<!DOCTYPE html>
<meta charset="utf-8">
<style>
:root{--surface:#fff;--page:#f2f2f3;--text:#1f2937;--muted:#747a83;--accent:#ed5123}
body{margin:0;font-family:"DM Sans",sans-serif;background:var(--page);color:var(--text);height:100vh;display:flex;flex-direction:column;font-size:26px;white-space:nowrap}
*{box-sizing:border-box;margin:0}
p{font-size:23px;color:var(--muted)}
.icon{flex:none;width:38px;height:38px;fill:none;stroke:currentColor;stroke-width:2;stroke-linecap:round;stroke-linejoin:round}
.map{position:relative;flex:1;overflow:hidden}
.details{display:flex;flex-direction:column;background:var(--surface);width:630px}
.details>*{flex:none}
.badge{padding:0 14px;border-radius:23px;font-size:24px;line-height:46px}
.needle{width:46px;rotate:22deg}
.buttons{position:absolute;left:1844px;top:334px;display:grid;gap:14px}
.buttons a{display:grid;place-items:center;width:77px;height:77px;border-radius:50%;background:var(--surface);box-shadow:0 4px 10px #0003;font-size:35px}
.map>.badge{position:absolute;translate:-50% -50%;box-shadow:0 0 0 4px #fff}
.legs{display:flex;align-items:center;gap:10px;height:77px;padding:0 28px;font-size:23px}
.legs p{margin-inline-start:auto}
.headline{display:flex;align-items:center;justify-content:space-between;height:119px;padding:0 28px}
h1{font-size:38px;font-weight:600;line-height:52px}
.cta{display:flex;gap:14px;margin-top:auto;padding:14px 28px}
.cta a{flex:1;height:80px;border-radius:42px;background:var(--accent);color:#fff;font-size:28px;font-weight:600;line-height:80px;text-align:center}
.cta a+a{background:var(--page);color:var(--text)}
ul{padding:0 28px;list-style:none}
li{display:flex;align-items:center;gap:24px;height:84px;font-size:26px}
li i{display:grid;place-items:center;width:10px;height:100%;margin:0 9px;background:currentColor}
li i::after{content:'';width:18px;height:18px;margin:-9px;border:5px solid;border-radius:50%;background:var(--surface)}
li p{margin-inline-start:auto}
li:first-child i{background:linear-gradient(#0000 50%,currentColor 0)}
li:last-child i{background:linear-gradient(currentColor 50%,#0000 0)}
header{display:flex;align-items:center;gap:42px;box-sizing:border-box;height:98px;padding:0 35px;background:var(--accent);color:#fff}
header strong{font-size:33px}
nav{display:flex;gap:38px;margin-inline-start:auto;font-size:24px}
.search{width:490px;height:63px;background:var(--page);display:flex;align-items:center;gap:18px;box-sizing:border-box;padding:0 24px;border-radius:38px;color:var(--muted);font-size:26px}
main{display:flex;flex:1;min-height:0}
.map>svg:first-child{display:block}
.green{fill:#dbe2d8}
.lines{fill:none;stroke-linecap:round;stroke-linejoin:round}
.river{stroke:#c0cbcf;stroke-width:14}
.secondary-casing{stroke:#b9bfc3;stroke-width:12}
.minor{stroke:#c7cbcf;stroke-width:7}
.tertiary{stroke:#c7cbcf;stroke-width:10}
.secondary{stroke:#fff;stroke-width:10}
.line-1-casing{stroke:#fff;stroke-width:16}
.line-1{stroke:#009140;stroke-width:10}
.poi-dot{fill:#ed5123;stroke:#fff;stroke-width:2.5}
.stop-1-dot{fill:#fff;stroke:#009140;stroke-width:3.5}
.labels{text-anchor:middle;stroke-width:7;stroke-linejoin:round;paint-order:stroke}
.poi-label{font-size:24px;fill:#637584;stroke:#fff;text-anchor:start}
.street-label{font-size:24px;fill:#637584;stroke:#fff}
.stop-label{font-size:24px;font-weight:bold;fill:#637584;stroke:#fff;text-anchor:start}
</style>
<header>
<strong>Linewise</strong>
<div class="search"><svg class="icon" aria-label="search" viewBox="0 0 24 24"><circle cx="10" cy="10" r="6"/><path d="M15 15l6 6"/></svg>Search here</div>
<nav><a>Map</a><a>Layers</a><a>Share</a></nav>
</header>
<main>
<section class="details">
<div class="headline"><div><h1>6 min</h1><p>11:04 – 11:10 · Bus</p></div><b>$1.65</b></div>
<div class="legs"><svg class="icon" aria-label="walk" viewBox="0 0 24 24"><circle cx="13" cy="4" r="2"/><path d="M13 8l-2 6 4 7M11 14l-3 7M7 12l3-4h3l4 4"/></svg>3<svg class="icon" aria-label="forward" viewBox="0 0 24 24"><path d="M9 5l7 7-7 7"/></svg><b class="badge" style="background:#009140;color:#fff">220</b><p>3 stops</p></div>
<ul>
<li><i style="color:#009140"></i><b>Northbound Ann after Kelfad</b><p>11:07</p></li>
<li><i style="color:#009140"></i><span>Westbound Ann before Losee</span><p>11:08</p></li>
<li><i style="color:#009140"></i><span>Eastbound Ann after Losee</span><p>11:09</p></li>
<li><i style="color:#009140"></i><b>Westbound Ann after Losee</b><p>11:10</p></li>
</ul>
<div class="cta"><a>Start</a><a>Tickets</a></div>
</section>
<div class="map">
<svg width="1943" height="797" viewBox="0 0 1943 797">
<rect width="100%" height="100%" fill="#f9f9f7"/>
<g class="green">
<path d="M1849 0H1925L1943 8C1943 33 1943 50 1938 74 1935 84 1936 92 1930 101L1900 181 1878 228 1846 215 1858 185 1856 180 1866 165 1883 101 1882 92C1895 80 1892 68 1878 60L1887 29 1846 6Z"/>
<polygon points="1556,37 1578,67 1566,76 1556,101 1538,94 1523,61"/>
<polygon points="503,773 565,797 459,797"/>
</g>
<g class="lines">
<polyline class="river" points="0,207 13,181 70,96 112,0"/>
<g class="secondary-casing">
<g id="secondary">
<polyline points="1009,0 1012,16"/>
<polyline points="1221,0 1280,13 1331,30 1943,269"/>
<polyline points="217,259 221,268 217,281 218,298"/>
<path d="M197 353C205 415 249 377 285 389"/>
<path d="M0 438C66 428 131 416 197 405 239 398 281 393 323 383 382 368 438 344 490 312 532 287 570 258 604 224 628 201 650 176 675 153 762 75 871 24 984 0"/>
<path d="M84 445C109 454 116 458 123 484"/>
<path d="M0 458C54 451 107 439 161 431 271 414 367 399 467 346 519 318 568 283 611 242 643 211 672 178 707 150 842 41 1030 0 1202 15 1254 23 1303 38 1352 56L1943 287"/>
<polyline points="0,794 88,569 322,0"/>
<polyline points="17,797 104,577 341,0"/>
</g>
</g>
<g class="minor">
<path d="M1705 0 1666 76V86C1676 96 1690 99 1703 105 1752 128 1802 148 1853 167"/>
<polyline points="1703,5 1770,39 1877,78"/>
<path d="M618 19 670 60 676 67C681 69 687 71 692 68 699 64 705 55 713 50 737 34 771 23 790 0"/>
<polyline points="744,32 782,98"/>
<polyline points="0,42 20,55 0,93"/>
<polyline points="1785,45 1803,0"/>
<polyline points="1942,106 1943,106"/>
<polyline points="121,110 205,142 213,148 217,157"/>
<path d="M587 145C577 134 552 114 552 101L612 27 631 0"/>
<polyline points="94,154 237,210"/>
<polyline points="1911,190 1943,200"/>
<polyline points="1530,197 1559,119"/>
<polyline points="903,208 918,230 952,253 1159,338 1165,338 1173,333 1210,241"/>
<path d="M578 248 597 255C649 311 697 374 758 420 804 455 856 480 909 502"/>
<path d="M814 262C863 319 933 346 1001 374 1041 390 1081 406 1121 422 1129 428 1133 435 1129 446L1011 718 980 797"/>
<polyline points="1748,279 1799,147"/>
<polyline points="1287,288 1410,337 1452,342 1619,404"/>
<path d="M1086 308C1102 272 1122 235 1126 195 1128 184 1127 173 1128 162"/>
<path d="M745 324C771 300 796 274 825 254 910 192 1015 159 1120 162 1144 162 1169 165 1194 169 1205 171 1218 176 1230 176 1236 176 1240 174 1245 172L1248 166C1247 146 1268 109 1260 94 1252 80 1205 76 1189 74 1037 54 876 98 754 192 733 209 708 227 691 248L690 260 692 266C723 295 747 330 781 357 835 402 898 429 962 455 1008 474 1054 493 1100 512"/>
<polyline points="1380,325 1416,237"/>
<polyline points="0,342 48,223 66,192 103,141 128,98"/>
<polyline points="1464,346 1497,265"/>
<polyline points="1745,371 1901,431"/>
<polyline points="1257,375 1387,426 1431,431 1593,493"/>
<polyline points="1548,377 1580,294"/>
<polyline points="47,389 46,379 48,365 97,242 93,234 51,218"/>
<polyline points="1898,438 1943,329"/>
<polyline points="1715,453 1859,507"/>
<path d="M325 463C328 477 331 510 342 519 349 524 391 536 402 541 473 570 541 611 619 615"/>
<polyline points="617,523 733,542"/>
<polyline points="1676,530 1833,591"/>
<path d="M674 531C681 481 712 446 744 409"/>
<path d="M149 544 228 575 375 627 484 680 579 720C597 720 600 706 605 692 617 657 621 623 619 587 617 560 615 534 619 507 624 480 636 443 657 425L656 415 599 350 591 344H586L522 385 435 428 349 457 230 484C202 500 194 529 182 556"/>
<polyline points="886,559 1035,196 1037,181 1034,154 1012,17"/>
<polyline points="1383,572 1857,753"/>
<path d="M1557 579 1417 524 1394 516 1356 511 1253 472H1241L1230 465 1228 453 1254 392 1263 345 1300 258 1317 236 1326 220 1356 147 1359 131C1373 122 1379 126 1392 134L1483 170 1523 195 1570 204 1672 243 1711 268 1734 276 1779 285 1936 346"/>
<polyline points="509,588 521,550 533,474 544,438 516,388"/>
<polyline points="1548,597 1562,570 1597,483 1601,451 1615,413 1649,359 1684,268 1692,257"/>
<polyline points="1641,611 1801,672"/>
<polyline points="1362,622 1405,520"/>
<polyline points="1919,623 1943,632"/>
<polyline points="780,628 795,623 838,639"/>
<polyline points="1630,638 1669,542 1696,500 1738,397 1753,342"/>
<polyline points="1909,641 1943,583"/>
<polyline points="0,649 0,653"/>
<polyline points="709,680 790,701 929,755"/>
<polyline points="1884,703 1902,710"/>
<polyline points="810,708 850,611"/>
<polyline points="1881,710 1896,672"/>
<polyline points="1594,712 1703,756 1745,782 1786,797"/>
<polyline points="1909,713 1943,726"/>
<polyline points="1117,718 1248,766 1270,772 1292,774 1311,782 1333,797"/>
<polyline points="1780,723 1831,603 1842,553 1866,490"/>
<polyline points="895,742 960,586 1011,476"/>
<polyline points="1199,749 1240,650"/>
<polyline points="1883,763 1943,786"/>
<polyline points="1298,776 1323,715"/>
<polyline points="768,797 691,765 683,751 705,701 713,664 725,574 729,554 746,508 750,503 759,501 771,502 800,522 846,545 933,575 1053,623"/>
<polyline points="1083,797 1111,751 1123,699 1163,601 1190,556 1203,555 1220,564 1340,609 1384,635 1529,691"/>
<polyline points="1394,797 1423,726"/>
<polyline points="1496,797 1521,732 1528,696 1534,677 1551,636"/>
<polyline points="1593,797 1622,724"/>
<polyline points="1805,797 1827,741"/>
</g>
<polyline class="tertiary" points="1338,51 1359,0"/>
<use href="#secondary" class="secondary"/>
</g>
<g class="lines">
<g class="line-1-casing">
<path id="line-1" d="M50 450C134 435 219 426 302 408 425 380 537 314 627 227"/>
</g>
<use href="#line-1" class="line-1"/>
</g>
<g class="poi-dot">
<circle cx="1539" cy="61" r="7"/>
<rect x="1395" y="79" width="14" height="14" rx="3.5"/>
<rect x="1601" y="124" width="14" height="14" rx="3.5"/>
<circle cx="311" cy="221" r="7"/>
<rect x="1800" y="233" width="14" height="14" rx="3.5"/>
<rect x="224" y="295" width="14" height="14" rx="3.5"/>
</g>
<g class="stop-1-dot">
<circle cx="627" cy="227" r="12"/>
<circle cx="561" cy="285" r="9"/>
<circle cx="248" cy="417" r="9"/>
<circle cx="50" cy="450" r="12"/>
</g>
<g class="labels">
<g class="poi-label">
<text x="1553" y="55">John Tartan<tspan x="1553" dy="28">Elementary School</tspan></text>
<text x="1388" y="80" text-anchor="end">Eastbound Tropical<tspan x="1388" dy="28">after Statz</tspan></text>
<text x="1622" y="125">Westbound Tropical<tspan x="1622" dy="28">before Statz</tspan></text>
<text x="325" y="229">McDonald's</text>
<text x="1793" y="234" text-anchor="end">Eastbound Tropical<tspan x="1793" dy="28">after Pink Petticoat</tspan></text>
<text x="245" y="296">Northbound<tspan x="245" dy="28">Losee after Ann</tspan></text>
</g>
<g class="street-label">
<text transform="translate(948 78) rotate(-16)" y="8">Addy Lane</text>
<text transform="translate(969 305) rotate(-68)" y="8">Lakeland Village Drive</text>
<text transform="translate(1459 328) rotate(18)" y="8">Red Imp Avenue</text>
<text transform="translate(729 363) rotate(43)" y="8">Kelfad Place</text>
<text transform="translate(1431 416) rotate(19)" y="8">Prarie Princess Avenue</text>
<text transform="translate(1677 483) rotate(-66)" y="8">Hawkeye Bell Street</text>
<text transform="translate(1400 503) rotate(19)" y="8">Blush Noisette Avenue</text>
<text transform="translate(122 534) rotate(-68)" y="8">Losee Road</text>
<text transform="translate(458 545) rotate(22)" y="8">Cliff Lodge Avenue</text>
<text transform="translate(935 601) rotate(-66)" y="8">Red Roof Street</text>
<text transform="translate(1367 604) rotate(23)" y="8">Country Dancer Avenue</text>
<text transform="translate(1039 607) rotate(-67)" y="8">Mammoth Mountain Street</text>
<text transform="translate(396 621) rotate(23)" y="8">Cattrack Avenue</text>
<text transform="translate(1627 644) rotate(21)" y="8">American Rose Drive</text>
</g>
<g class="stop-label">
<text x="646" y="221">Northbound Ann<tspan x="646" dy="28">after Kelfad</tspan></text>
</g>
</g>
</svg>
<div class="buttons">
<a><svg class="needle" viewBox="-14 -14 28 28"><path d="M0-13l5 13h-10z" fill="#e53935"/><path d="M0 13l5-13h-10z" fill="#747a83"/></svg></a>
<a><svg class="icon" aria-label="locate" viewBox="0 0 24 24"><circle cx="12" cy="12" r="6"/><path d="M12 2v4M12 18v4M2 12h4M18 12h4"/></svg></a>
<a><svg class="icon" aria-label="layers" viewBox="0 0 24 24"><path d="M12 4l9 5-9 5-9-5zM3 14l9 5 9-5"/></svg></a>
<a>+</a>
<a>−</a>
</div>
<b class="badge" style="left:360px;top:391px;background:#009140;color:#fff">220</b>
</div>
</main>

------------------------

* YOUR OBJECTIVE *
Check each line of the data above, and please copy the ones in which the string "strong" occurs.

* ANSWER BOX *
header strong{font-size:33px}
<strong>Linewise</strong>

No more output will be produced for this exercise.